═══ DATA FOR ANALYSIS

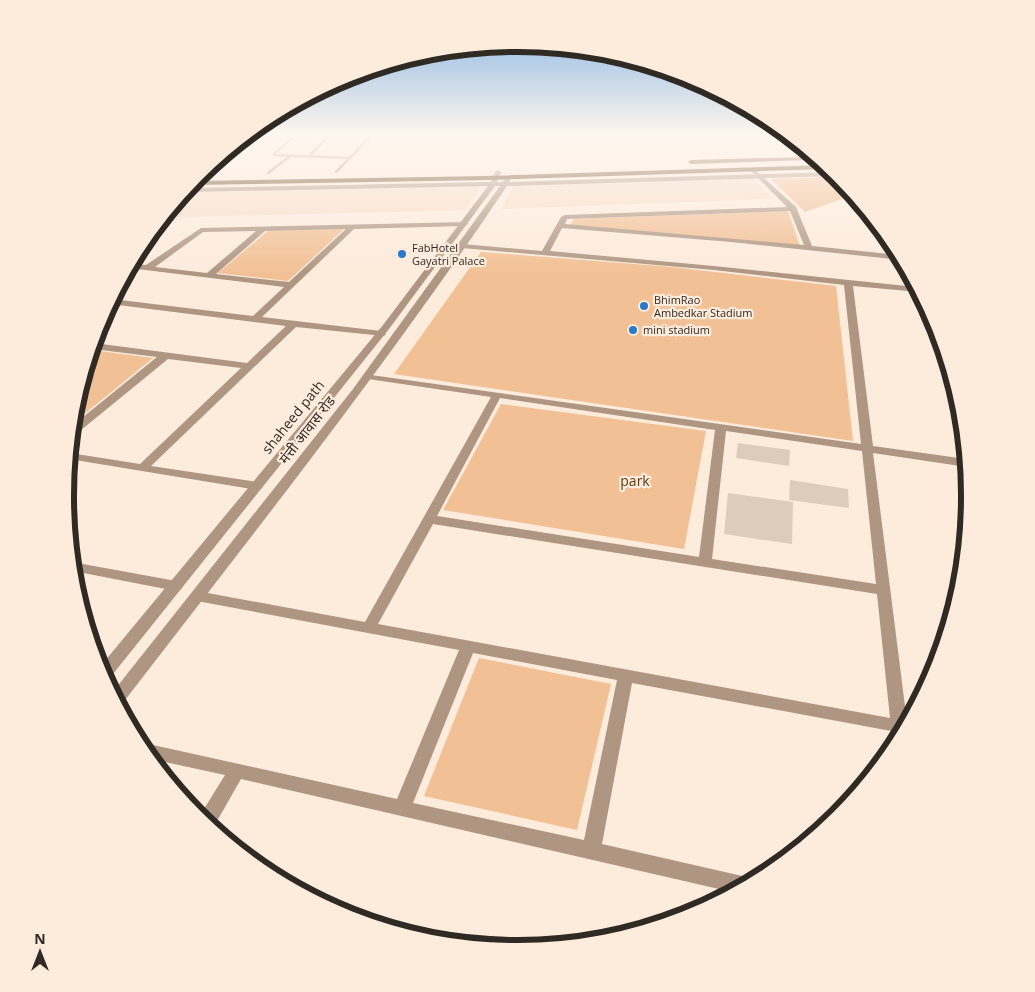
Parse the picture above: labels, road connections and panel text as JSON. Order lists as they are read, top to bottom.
{
  "streets": {
    "street": ["shaheed path", "मंत्ती आवास रोड"]
  },
  "parks": ["park"],
  "places": ["FabHotel Gayatri Palace", "BhimRao Ambedkar Stadium", "mini stadium"],
  "north": "top"
}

══════

Your task is to reproduce every record exactly while omitting the pictures.

> [WRITTEN RESPONSE]
Parse the picture above: labels, road connections and panel text as JSON. Order lists as they are read, top to bottom.
{
  "streets": {
    "street": ["shaheed path", "मंत्ती आवास रोड"]
  },
  "parks": ["park"],
  "places": ["FabHotel Gayatri Palace", "BhimRao Ambedkar Stadium", "mini stadium"],
  "north": "top"
}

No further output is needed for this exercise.